> **Dataset**:

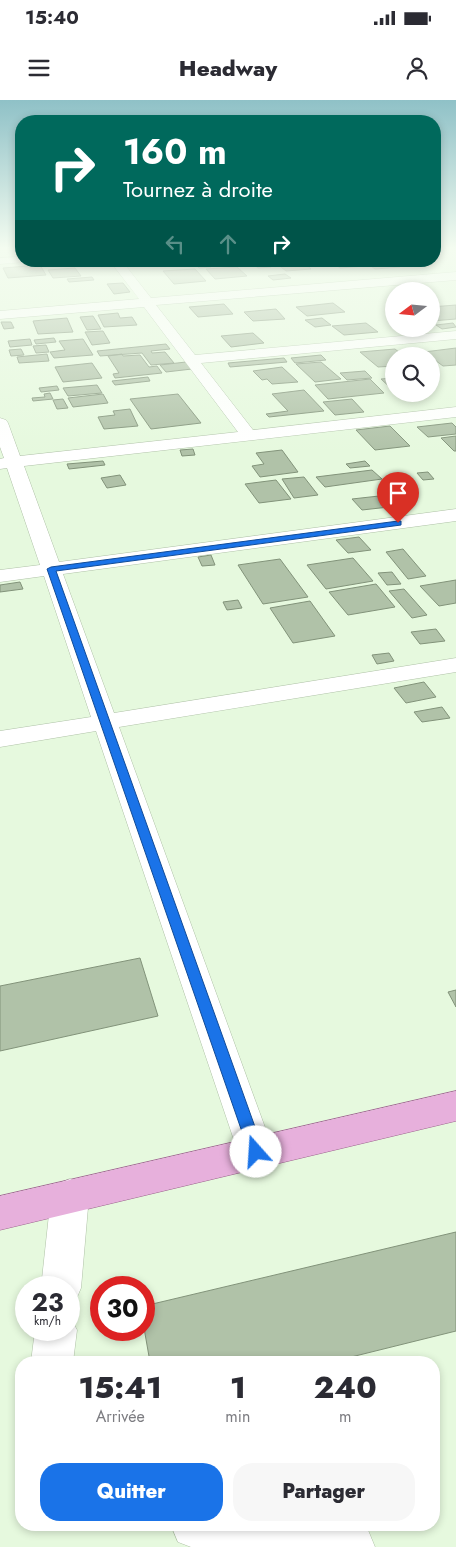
<!DOCTYPE html>
<html lang="fr">
<meta charset="utf-8">
<style>
:root{--surface:#fff;--page:#f7f7f7;--text:#2b2b33;--muted:#7c7c81;--accent:#1a73e8}
body{margin:0;font-family:Jost,sans-serif;background:var(--page);color:var(--text);height:100vh;display:flex;flex-direction:column;font-size:19px;white-space:nowrap}
*{box-sizing:border-box;margin:0}
p{font-size:16px;color:var(--muted)}
.icon{flex:none;width:28px;height:28px;fill:none;stroke:currentColor;stroke-width:2;stroke-linecap:round;stroke-linejoin:round}
.map{position:relative;flex:1;overflow:hidden}
.drawer{position:absolute;left:15px;top:1256px;width:425px;height:175px;display:flex;flex-direction:column;background:var(--surface);border-radius:20px;box-shadow:0 2px 8px #0003}
.drawer>*{flex:none}
.hud{position:absolute;left:15px;top:15px;width:426px;height:152px;border-radius:20px;box-shadow:0 2px 8px #0003;background:#00695c;color:#fff;overflow:hidden}
.needle{width:32px;rotate:254deg}
.buttons{position:absolute;left:385px;top:182px;display:grid;gap:10px}
.buttons a{display:grid;place-items:center;width:55px;height:55px;border-radius:50%;background:var(--surface);box-shadow:0 2px 8px #0003;font-size:25px}
.speed{position:absolute;left:15px;top:1176px;display:flex;gap:10px;font-size:25px;font-weight:700;text-align:center}
.speed>*{display:grid;place-content:center;width:65px;height:65px;border-radius:50%;background:var(--surface);box-shadow:0 2px 8px #0003;line-height:1}
.speed small{font-size:12px;font-weight:400}
.speed .limit{border:8px solid #d22;background:#fff;color:#111}
.pin{position:absolute;display:grid;place-items:center;width:42px;height:42px;color:#fff;margin:-51px -21px;border-radius:50% 50% 50% 0;rotate:-45deg;box-shadow:0 0 5px #0007}
.pin .icon{rotate:45deg}
.me{position:absolute;width:55px;margin:-28px;rotate:341deg;stroke-linejoin:round;filter:drop-shadow(0 0 4px #0008)}
.turn{display:flex;align-items:center;gap:18px;height:105px;padding:0 25px;font-size:22px}
.turn .icon{width:65px;height:65px;stroke-width:2.5}
.turn b{display:block;font-size:35px;line-height:42px}
.lanes{display:flex;align-items:center;height:48px;padding:0 25px;background:#0003;justify-content:center;gap:25px;direction:ltr}
.lanes .off{opacity:.35}
.eta{display:flex;justify-content:space-evenly;align-items:center;height:85px;text-align:center}
.eta b{font-size:30px;font-weight:800;line-height:35px}
.primary-button{display:flex;gap:10px;margin-top:auto;padding:10px 25px}
.primary-button a{flex:1;height:58px;border-radius:20px;background:var(--accent);color:#fff;font-size:20px;font-weight:800;line-height:58px;text-align:center}
.primary-button a+a{background:var(--page);color:var(--text)}
.status{display:flex;justify-content:space-between;align-items:center;height:35px;padding:0 25px;background:var(--surface);direction:ltr}
.status svg{height:14px;fill:currentColor}
header{display:flex;justify-content:space-between;align-items:center;height:65px;padding:0 25px;background:var(--surface);font-size:22px;font-weight:800}
.map>svg:first-child{display:block}
</style>
<div class="status"><b>15:40</b><svg viewBox="0 0 49 12"><path d="M0 12V9h3v3zM5 12V6h3v6zM10 12V3h3v9zM15 12V0h3v12zM26 1h20v11H26zM47 4h2v5h-2z"/></svg></div>
<header><svg class="icon" aria-label="menu" viewBox="0 0 24 24"><path d="M4 6h16M4 12h16M4 18h16"/></svg>Headway<svg class="icon" aria-label="person" viewBox="0 0 24 24"><circle cx="12" cy="8" r="4"/><path d="M4 21q1-7 8-7t8 7"/></svg></header>
<div class="map">
<svg width="456" height="1447" viewBox="0 0 456 1447">
<rect width="100%" height="100%" fill="#e6f9de"/>
<!-- building -->
<path fill="#b0c2a8" stroke="#82937a" d="M 192,161 L 204,161 L 211,167 L 199,168 Z
M 210,161 L 245,161 L 247,163 L 215,165 Z
M 302,161 L 311,169 L 286,171 L 276,163 Z
M 331,161 L 359,161 L 365,166 L 340,168 Z
M 364,161 L 391,161 L 400,167 L 375,169 Z
M 265,162 L 271,167 L 258,168 L 252,163 Z
M 40,165 L 46,175 L 8,178 L 3,168 Z
M 237,167 L 247,176 L 215,179 L 206,169 Z
M 75,168 L 81,176 L 53,178 L 48,170 Z
M 195,169 L 206,181 L 174,184 L 163,171 Z
M 285,174 L 291,178 L 273,180 L 268,176 Z
M 92,177 L 94,180 L 69,182 L 67,179 Z
M 123,183 L 130,192 L 114,194 L 107,184 Z
M 333,203 L 345,212 L 307,216 L 296,207 Z
M 224,204 L 233,214 L 198,217 L 189,207 Z
M 456,205 L 456,219 L 431,221 L 431,207 Z
M 276,209 L 285,219 L 253,221 L 244,212 Z
M 118,213 L 120,218 L 132,217 L 137,225 L 104,227 L 98,215 Z
M 93,216 L 101,229 L 87,230 L 80,217 Z
M 67,218 L 73,232 L 38,234 L 33,221 Z
M 322,218 L 331,225 L 315,227 L 305,220 Z
M 1,222 L 11,222 L 14,228 L 4,229 Z
M 366,223 L 378,232 L 344,235 L 332,226 Z
M 453,223 L 456,227 L 442,229 L 436,225 Z
M 103,231 L 110,243 L 92,245 L 85,232 Z
M 253,233 L 264,243 L 231,247 L 221,236 Z
M 54,238 L 56,242 L 36,244 L 34,240 Z
M 30,239 L 32,245 L 10,247 L 8,241 Z
M 83,239 L 93,255 L 54,258 L 50,252 L 65,250 L 59,241 Z
M 166,244 L 170,249 L 151,251 L 152,253 L 165,252 L 174,263 L 151,265 L 142,253 L 100,256 L 97,251 Z
M 46,245 L 49,252 L 36,253 L 33,246 Z
M 456,248 L 456,265 L 443,266 L 424,252 Z
M 21,249 L 24,255 L 11,256 L 9,250 Z
M 395,249 L 404,256 L 394,256 L 394,266 L 378,267 L 360,252 Z
M 47,254 L 49,261 L 19,263 L 17,257 Z
M 122,254 L 123,256 L 140,255 L 149,267 L 157,266 L 162,273 L 115,278 L 113,274 L 119,273 L 108,256 Z
M 321,255 L 326,260 L 295,263 L 291,258 Z
M 284,258 L 287,262 L 230,267 L 228,263 Z
M 186,262 L 192,269 L 166,272 L 160,265 Z
M 321,262 L 341,279 L 315,282 L 296,264 Z
M 92,263 L 102,278 L 63,282 L 55,267 Z
M 282,267 L 298,282 L 272,284 L 267,279 L 262,280 L 253,271 Z
M 365,271 L 372,278 L 347,280 L 340,273 Z
M 148,277 L 150,281 L 115,285 L 112,281 Z
M 394,278 L 394,291 L 381,279 Z
M 370,279 L 384,293 L 328,299 L 315,285 Z
M 97,285 L 102,293 L 68,296 L 63,288 Z
M 57,286 L 59,290 L 41,292 L 39,288 Z
M 304,290 L 324,311 L 269,317 L 266,314 L 288,311 L 272,294 Z
M 50,293 L 53,299 L 33,301 L 32,298 L 45,297 L 44,294 Z
M 103,294 L 108,303 L 73,307 L 68,298 Z
M 178,294 L 201,323 L 151,329 L 130,299 Z
M 63,299 L 68,308 L 57,309 L 53,300 Z
M 352,299 L 364,312 L 335,315 L 323,302 Z
M 130,309 L 138,326 L 104,329 L 98,317 L 115,315 L 113,311 Z
M 452,323 L 456,327 L 456,334 L 428,337 L 417,327 Z
M 390,326 L 410,346 L 375,350 L 356,330 Z
M 456,336 L 456,351 L 454,351 L 441,338 Z
M 193,349 L 195,355 L 182,356 L 180,350 Z
M 282,350 L 298,372 L 260,377 L 252,366 L 264,364 L 256,353 Z
M 103,361 L 105,365 L 69,369 L 67,364 Z
M 365,361 L 370,366 L 350,368 L 346,364 Z
M 372,370 L 382,379 L 325,387 L 316,377 Z
M 428,372 L 434,379 L 423,380 L 417,373 Z
M 120,375 L 126,385 L 107,388 L 101,378 Z
M 304,377 L 318,395 L 294,398 L 282,379 Z
M 276,380 L 291,399 L 259,403 L 245,384 Z
M 410,393 L 416,399 L 402,401 L 397,394 Z
M 388,395 L 398,406 L 362,410 L 352,399 Z
M 359,437 L 371,450 L 348,453 L 336,440 Z
M 403,449 L 426,476 L 408,479 L 386,452 Z
M 211,455 L 215,465 L 202,466 L 198,457 Z
M 353,458 L 373,481 L 326,489 L 307,465 Z
M 280,459 L 308,497 L 263,504 L 238,465 Z
M 392,472 L 401,484 L 387,485 L 378,473 Z
M 456,480 L 456,503 L 439,506 L 420,486 Z
M 20,482 L 23,489 L 0,492 L 0,485 Z
M 376,484 L 395,507 L 348,515 L 329,492 Z
M 404,489 L 427,515 L 412,518 L 389,491 Z
M 238,500 L 242,508 L 227,510 L 223,502 Z
M 310,501 L 335,536 L 293,543 L 270,508 Z
M 436,529 L 445,541 L 420,544 L 411,532 Z
M 389,553 L 394,561 L 377,564 L 372,555 Z
M 424,582 L 436,597 L 406,603 L 394,588 Z
M 442,607 L 450,618 L 422,622 L 414,612 Z
M 140,858 L 158,916 L 0,951 L 0,886 Z
M 456,890 L 456,907 L 448,892 Z
M 456,1132 L 456,1231 L 331,1262 L 150,1262 L 144,1228 L 144,1206 Z"/>
<g fill="none" stroke-linecap="round" stroke-linejoin="round">
<defs>
<path id="minor" d="M 21,157 L 21,161 L 25,162 L 0,164 L 0,158 Z
M 110,161 L 122,161 L 151,198 L 456,172 L 456,180 L 156,205 L 195,255 L 456,231 L 456,239 L 201,263 L 253,330 L 456,307 L 456,317 L 24,366 L 59,462 L 456,409 L 456,421 L 63,474 L 114,613 L 456,558 L 456,572 L 119,627 L 274,1052 L 269,1063 L 256,1068 L 243,1063 L 238,1052 L 96,631 L 0,647 L 0,631 L 91,617 L 44,476 L 0,482 L 0,470 L 40,465 L 7,368 L 0,369 L 0,359 L 4,358 L 0,347 L 0,318 L 6,320 L 8,323 L 20,356 L 238,332 L 144,207 L 0,219 L 0,211 L 139,199 Z
M 70,1079 L 83,1084 L 89,1096 L 81,1188 L 75,1202 L 69,1204 L 69,1188 L 41,1188 L 51,1096 L 57,1084 Z
M 69,1215 L 77,1230 L 73,1262 L 31,1262 L 35,1230 L 69,1230 Z
M 171,1425 L 356,1425 L 368,1430 L 375,1447 L 191,1447 L 178,1442 Z"/>
<path id="major" d="M 456,991 L 456,1021 L 0,1130 L 0,1096 Z"/>
</defs>
<!-- minor casing -->
<use href="#minor" stroke="#afc1a7" stroke-width="1"/>
<!-- major casing -->
<use href="#major" stroke="#9d648f" stroke-width="1"/>
<!-- minor -->
<use href="#minor" fill="#fff" fill-rule="evenodd"/>
<!-- major -->
<use href="#major" fill="#e7b0dc" fill-rule="evenodd"/>
</g>
<!-- sky -->
<linearGradient id="sky" x2="0" y2="1"><stop stop-color="#8fc1c7"/><stop offset="0.42" stop-color="#f4fcf0"/><stop offset="1" stop-color="#f4fcf0" stop-opacity="0"/></linearGradient>
<rect width="456" height="353" fill="url(#sky)"/>
<!-- route -->
<path fill="#1a73e8" stroke="#114b97" d="M 398,421 L 401,421 L 401,425 L 56,471 L 264,1052 L 262,1057 L 256,1059 L 251,1057 L 249,1052 L 47,469 L 51,467 Z"/>
</svg>
<div class="buttons">
<a><svg class="needle" viewBox="-14 -14 28 28"><path d="M0-13l5 13h-10z" fill="#e53935"/><path d="M0 13l5-13h-10z" fill="#7c7c81"/></svg></a>
<a><svg class="icon" aria-label="search" viewBox="0 0 24 24"><circle cx="10" cy="10" r="6"/><path d="M15 15l6 6"/></svg></a>
</div>
<div class="speed"><div>23<small>km/h</small></div><div class="limit">30</div></div>
<div class="pin" style="left:398px;top:423px;background:#d93025"><svg class="icon" aria-label="arrive" viewBox="0 0 24 24"><path d="M6 21V4h12l-3 4 3 4H6"/></svg></div>
<svg class="me" style="left:256px;top:1052px" viewBox="-20 -20 40 40"><circle r="19" fill="#fff"/><path d="M0-13L10 11 0 6-10 11z" fill="#1a73e8"/></svg>
<div class="hud">
<div class="turn"><svg class="icon" aria-label="right" viewBox="0 0 24 24"><path d="M7 20v-9h11M14 6l5 5-5 5"/></svg><div><b>160 m</b>Tournez à droite</div></div>
<div class="lanes"><svg class="icon off" aria-label="left" viewBox="0 0 24 24"><path d="M17 20v-9H6M10 6l-5 5 5 5"/></svg><svg class="icon off" aria-label="ahead" viewBox="0 0 24 24"><path d="M12 20V5M6 11l6-6 6 6"/></svg><svg class="icon" aria-label="right" viewBox="0 0 24 24"><path d="M7 20v-9h11M14 6l5 5-5 5"/></svg></div>
</div>
<section class="drawer">
<div class="eta">
<div><b>15:41</b><p>Arrivée</p></div>
<div><b>1</b><p>min</p></div>
<div><b>240</b><p>m</p></div>
</div>
<div class="primary-button"><a>Quitter</a><a>Partager</a></div>
</section>
</div>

> **Prompt**:
Looking at the records above, work out how many lines include the string "none". Give the number and nothing else.

> **Exercise answer**:
3